TRY IT :: Copy out the lines of the records below, and only those lines, from the one with "I am building a map index. Give" through the one with "Read the picture", exactly as they appear.

SOURCE DATA ::
■ ■ ■ ■

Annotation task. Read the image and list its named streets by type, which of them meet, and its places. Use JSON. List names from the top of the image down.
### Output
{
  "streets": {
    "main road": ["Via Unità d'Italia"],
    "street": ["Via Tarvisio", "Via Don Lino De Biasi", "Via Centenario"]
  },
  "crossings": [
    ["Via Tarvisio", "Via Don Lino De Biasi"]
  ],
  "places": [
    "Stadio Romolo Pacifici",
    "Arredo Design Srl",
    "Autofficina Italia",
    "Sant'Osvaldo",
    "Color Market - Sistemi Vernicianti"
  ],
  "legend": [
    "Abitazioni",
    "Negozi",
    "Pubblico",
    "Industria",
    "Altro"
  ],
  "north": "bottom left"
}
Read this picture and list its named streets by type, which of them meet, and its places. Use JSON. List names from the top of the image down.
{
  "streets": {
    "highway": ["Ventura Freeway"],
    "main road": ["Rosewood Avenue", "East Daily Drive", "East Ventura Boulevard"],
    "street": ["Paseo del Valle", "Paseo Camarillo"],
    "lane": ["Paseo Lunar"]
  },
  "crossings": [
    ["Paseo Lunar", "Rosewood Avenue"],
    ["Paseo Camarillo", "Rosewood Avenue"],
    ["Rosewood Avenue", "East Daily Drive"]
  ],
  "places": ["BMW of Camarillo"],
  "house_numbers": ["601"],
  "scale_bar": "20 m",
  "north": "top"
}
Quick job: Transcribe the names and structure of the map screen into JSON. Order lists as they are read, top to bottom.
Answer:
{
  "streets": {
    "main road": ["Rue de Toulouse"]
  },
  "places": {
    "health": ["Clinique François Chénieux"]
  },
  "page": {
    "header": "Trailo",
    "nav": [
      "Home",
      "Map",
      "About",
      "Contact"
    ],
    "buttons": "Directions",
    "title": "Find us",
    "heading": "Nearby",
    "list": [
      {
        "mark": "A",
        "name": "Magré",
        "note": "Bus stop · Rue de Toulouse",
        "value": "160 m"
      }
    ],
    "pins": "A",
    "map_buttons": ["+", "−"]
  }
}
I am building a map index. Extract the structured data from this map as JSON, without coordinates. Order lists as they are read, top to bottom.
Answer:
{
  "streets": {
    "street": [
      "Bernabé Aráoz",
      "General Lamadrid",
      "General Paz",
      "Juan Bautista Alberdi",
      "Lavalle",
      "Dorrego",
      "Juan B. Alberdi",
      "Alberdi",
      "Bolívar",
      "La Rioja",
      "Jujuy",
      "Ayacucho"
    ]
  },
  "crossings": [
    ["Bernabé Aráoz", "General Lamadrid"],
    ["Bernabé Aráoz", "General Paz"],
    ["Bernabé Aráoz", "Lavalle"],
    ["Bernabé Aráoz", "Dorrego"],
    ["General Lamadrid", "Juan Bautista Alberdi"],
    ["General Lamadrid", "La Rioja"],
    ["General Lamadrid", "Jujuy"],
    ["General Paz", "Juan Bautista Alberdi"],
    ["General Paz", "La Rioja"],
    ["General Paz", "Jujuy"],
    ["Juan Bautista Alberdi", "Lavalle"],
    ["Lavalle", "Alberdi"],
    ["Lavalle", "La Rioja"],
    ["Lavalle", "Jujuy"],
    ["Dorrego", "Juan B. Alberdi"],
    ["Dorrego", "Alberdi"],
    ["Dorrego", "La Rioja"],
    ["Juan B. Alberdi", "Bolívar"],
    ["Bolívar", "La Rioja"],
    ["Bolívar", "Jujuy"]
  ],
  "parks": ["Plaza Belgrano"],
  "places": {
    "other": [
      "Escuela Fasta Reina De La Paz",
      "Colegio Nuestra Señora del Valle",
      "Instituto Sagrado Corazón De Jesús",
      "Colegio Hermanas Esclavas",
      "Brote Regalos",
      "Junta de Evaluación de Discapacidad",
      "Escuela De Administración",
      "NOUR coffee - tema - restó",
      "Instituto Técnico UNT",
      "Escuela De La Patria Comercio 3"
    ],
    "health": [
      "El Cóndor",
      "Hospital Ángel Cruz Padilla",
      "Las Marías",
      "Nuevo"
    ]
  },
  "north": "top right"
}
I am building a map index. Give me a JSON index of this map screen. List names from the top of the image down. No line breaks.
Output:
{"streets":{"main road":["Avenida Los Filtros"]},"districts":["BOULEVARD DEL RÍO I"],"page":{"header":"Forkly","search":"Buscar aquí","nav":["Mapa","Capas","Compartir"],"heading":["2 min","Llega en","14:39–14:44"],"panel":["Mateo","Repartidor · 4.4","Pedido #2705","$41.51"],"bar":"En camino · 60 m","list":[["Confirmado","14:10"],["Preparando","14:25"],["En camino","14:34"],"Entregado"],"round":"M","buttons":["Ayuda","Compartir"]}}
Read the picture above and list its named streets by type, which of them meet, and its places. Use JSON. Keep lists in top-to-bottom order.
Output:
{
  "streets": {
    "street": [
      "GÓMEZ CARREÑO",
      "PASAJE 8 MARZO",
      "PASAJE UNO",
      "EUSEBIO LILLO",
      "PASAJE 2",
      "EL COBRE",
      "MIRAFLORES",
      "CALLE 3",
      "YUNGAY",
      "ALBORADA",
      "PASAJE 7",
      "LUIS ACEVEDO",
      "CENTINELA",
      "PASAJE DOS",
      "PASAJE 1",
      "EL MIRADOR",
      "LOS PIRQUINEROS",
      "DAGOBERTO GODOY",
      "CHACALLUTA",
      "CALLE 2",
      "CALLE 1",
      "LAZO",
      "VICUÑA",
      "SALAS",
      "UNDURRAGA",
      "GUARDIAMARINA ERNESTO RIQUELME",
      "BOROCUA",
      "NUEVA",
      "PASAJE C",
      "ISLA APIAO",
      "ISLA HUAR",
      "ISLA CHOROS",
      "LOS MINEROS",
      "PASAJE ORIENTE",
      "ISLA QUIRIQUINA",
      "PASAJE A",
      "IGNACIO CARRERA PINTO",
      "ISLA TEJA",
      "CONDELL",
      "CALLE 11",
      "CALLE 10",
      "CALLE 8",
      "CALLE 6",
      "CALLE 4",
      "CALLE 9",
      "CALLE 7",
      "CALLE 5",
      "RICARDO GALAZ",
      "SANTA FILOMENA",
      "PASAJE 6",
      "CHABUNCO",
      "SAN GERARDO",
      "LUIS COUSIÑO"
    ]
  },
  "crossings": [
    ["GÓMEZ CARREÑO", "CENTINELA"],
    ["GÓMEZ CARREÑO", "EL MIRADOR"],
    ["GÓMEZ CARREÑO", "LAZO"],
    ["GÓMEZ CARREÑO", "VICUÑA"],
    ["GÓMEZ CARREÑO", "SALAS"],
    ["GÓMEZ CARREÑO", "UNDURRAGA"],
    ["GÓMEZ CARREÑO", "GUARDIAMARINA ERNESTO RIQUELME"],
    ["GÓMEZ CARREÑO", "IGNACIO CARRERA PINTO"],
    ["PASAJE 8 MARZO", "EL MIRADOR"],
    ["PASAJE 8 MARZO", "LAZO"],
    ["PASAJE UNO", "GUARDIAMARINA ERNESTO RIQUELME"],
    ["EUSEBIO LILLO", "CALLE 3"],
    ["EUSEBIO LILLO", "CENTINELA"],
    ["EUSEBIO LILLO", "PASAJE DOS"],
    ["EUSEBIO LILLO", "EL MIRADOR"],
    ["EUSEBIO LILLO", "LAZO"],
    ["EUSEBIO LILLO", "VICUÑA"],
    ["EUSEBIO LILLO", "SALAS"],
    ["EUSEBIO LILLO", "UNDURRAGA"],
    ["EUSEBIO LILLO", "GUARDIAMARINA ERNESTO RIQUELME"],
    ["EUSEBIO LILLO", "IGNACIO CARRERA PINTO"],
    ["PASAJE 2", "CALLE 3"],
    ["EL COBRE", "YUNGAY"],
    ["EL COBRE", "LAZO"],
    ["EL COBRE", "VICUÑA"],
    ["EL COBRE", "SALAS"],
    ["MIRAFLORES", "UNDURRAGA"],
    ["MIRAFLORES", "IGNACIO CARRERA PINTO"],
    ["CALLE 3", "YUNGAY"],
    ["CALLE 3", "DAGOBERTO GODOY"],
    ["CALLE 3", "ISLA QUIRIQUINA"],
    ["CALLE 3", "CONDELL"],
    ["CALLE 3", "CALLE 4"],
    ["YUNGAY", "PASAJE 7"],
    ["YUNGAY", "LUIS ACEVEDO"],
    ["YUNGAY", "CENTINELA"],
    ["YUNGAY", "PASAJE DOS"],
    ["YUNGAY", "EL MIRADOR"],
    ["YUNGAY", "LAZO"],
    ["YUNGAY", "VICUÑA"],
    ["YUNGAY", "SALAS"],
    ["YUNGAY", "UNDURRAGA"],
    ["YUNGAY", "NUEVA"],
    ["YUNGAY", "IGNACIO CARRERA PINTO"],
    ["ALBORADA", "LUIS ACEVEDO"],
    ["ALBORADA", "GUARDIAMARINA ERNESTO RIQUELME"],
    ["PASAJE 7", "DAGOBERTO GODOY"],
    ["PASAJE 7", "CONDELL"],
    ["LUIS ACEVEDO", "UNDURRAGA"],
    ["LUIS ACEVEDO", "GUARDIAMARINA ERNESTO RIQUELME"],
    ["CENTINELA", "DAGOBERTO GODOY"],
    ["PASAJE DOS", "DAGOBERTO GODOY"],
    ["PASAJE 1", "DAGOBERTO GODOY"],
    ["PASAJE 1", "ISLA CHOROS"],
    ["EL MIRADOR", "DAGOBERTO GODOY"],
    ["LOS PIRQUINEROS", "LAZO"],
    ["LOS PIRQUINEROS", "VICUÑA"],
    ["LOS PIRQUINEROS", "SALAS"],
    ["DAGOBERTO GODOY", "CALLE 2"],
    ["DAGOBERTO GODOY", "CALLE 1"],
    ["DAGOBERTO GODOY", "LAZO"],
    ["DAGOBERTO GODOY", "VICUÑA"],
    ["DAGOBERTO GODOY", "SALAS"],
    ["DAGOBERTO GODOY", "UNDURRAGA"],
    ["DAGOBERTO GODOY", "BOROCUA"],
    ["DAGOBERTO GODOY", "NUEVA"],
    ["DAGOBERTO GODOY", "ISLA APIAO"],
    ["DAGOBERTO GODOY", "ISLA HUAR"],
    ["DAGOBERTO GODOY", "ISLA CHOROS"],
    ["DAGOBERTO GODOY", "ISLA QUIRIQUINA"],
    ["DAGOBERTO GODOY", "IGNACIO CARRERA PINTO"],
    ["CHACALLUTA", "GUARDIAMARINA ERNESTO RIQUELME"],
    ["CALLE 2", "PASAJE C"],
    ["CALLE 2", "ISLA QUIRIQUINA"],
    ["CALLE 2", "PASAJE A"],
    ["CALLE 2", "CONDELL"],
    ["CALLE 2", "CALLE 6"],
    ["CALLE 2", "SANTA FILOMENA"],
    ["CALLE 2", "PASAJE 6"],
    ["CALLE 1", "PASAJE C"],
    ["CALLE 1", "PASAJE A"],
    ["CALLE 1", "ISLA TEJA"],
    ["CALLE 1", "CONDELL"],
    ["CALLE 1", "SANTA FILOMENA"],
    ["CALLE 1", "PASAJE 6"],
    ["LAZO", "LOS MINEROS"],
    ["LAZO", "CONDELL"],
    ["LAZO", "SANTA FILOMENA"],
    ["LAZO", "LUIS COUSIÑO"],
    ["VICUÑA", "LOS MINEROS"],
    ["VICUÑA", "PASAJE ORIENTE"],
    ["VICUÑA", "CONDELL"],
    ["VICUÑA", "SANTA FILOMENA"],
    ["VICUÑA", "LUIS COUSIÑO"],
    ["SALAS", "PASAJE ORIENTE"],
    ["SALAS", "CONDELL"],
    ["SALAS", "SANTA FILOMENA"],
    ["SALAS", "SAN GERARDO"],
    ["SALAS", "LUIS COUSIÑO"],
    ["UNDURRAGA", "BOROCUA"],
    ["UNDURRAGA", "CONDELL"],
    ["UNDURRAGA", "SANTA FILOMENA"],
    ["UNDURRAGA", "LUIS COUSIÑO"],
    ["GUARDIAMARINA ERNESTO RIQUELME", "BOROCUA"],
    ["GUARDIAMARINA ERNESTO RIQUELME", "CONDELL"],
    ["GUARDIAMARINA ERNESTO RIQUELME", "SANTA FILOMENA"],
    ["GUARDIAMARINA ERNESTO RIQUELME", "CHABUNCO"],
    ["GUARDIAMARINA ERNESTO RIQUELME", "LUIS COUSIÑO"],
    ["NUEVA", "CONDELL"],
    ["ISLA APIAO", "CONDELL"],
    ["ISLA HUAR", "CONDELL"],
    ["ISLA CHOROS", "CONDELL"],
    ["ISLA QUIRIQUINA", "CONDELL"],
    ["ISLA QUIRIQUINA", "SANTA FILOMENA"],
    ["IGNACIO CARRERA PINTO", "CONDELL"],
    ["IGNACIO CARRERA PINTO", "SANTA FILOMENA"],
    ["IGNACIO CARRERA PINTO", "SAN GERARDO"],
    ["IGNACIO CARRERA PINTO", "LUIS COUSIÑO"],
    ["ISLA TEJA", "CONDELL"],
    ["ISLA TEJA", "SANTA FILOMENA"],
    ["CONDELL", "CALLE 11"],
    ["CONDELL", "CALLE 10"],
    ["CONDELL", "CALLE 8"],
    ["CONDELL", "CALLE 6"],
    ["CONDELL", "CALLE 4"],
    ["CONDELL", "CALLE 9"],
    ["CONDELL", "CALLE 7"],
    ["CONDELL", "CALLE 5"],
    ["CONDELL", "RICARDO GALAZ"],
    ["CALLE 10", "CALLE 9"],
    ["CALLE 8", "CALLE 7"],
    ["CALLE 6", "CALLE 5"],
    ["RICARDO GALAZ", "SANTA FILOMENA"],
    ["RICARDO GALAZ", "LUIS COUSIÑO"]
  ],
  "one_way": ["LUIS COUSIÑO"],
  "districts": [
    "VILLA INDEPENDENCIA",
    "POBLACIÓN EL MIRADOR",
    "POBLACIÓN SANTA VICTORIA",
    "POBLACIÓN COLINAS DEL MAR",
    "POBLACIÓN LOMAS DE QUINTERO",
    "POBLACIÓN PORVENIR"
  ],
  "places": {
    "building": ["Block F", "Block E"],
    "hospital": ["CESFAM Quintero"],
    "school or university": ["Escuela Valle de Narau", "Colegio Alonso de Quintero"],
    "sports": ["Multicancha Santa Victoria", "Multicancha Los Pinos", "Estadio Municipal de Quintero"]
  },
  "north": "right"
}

■ ■ ■ ■

WORKED SOLUTION ::
I am building a map index. Give me a JSON index of this map screen. List names from the top of the image down. No line breaks.
Output:
{"streets":{"main road":["Avenida Los Filtros"]},"districts":["BOULEVARD DEL RÍO I"],"page":{"header":"Forkly","search":"Buscar aquí","nav":["Mapa","Capas","Compartir"],"heading":["2 min","Llega en","14:39–14:44"],"panel":["Mateo","Repartidor · 4.4","Pedido #2705","$41.51"],"bar":"En camino · 60 m","list":[["Confirmado","14:10"],["Preparando","14:25"],["En camino","14:34"],"Entregado"],"round":"M","buttons":["Ayuda","Compartir"]}}
Read the picture above and list its named streets by type, which of them meet, and its places. Use JSON. Keep lists in top-to-bottom order.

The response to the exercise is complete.